Nous avons pu tester Necrom en avant-première

À l'occasion d’un événement presse présentant le prochain Chapitre de TESO, nous avons pu mettre les mains sur Necrom et explorer la Péninsule Telvanni et Apocrypha avec la nouvelle classe, l’arcaniste. Nous vous narrons ce que nous y avons vu.

The Elder Scrolls Online: Necrom

Entre le visible et ce qui n’a pas encore été vu, ce qui semble et ce qui est, se trouve le gouffre de l'ignorance. Le destin de l'Homme dérive comme des algues dans le filet de Son esprit. – Adorateur de Hermaeus Mora

Nous nous sommes laissés dériver, comme des algues, sur les rivages humides de la Péninsule Telvanni. Ces rivages, nous ne les avions pour ainsi dire jamais vus. Ou bien il y a si longtemps, dans nos errances sur TES: Arena, que les grains de leur sable ressemblent dans les fragments de nos souvenirs à des milliers de petits carrés flous. C’est une terre étrange où les cèpes ont la taille des mauvaises promesses et absorbent l’eau salée comme un mouchoir boit les larmes des trahis. Et pourtant, à les regarder, ces champignons fructifient sur un paysage qui ressemble à un vieux rêve familier. Et plus nous avançons sur cette lande faite de trous où gisent les mares salines, plus nous comprenons que cette saumure n’est pas faite de larmes, mais de mélancolie. Une fonge qui s’abreuve des humeurs des êtres qui la foule. Car quelque part sur cette grève infinie, encastrée dans la cage thoracique que forme quelqu’invraisemblable structure rocheuse, se trouve Necrom, la cité des morts. Les processions qui strient ces terres s’y rendent toutes, en recueillement, dans la nostalgie de la mémoire des défunts. Nous aussi, nous strions en silence, suivant les cortèges pour éviter les flaques trop profondes. Parce que nous ignorons encore tout de ces glaises volcaniques, et que nous voulons éviter le gouffre.

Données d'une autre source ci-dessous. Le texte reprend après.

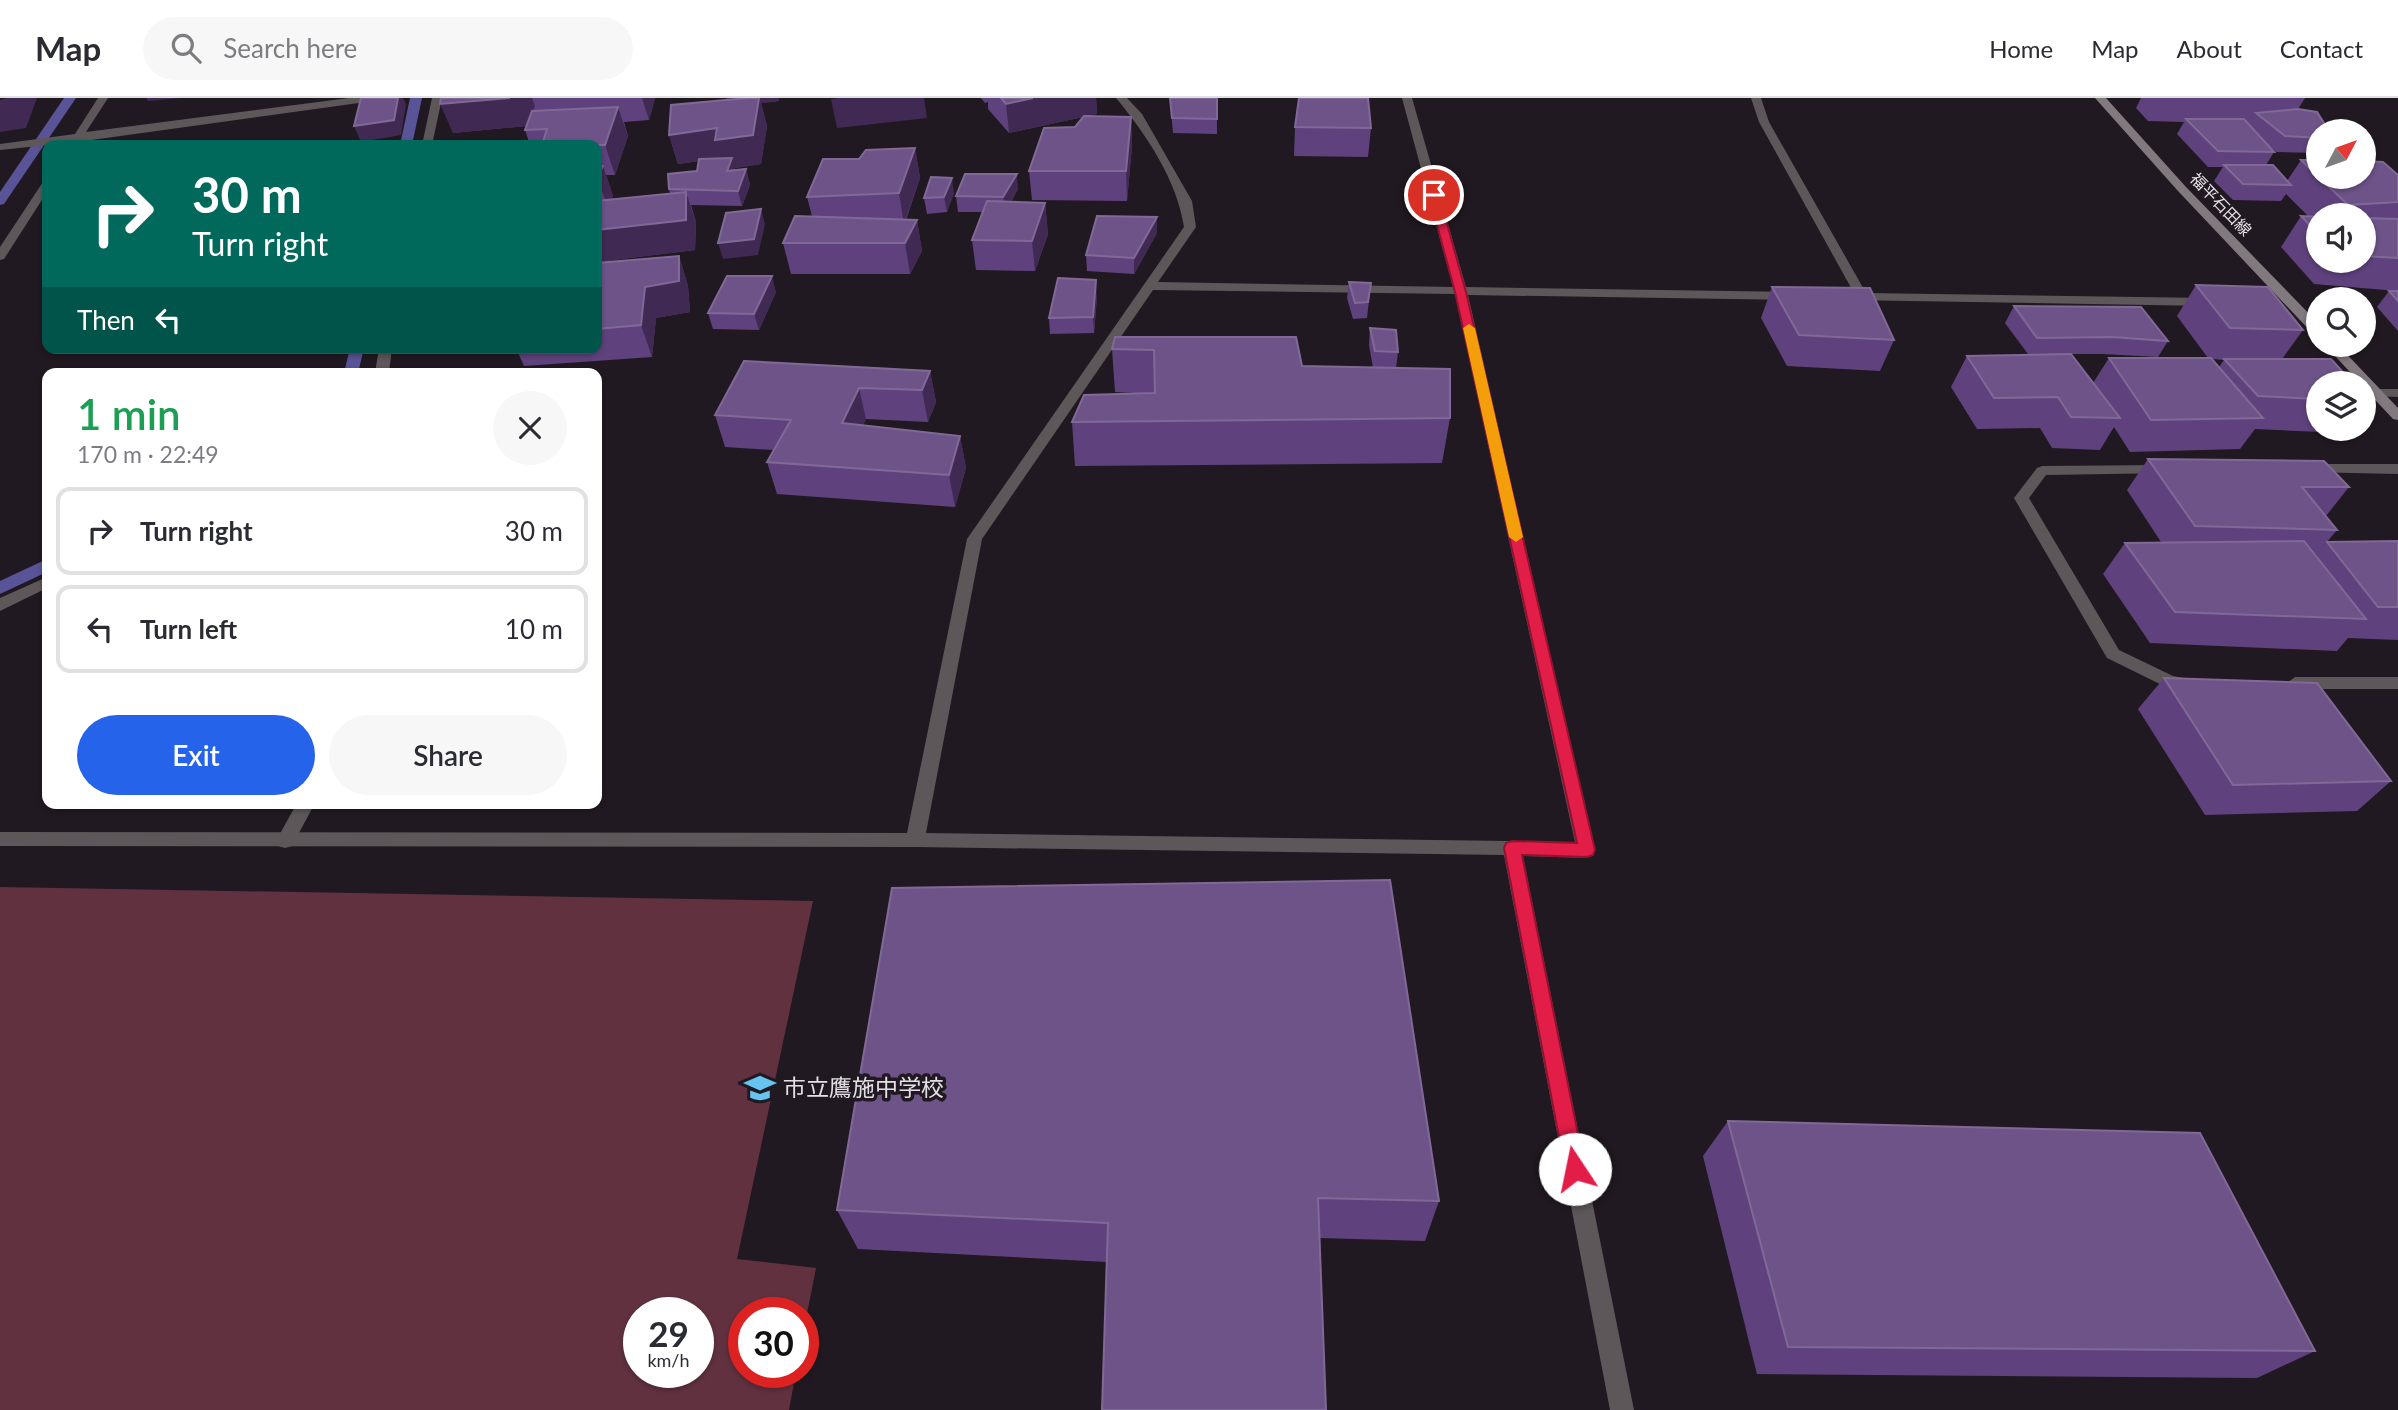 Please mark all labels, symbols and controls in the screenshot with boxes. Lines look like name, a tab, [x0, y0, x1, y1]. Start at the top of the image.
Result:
search box	[143, 17, 633, 80]
text: Map	[35, 28, 101, 68]
icon: search	[167, 29, 205, 67]
text: Search here	[223, 32, 357, 64]
text: Home	[1989, 34, 2053, 63]
text: Map	[2091, 34, 2139, 63]
text: About	[2177, 34, 2242, 63]
text: Contact	[2280, 34, 2363, 63]
north arrow	[2306, 119, 2376, 189]
map controls	[2306, 119, 2376, 441]
text: 30 m	[192, 165, 302, 223]
pin	[1404, 165, 1464, 225]
icon: right	[77, 168, 168, 259]
street label: 福平石田線	[2187, 168, 2256, 239]
icon: arrive	[1415, 176, 1453, 214]
button: sound	[2306, 203, 2376, 273]
text: Turn right	[192, 224, 328, 263]
button: search	[2306, 287, 2376, 357]
icon: left	[149, 301, 187, 339]
text: Then	[77, 304, 135, 336]
button: layers	[2306, 371, 2376, 441]
text: 1 min	[77, 389, 181, 439]
button: close	[493, 391, 567, 465]
text: 170 m · 22:49	[77, 440, 219, 468]
icon: right	[81, 512, 119, 550]
text: Turn right	[140, 515, 253, 547]
text: 30 m	[505, 515, 563, 547]
icon: left	[81, 610, 119, 648]
text: Turn left	[140, 613, 237, 645]
text: 10 m	[505, 613, 563, 645]
button: Exit	[77, 715, 315, 795]
button: Share	[329, 715, 567, 795]
school or university icon: 市立鷹施中学校	[743, 1071, 777, 1105]
place label: 市立鷹施中学校	[783, 1073, 944, 1101]
position arrow	[1538, 1132, 1612, 1206]
speed limit sign: 30	[728, 1297, 819, 1388]
text: 29	[648, 1312, 689, 1354]
text: km/h	[647, 1349, 690, 1371]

Puisqu’il faut nous souvenir, quelques points doivent être mentionnés. D’abord, rappelons-nous que cette itération de l’univers des Elder Scrolls que nous appelons The Elder Scrolls Online est sortie il y a neuf ans, en 2014, et qu’elle représente depuis l’un des plus grands RPG cross-platforms. 22 millions de comptes ont été créés depuis sa sortie, et le jeu a reçu six récompenses d'affilées comme MMO de l’année, ainsi que le prix GLAAD 2018 du jeu de l’année, et qu’il est actuellement nominé pour les BAFTA 2023. Le monde n’a fait que grossir depuis. Et c’est aussi une œuvre littéraire, puisqu’il y a plus de neuf millions de mots dans le jeu, incluant 200’000 lignes de dialogues. Assez pour intéresser Hermaeus Mora pour sûr, mais nous reviendrons au Démon de la connaissance plus loin. Et pour celles et ceux qui s’intéressent aux langages plus algorithmiques, le jeu consiste en plus de 26 millions de lignes de code. Ce que le Chapitre de Necrom apportera, ce sont plus de trente heures de quêtes sur fond d’horreur cosmique dans deux zones : la Péninsule Telvanni et Apocrypha, une nouvelle classe Arcaniste, deux nouveaux compagnons, une nouvelle épreuve, et des améliorations de qualité de vie.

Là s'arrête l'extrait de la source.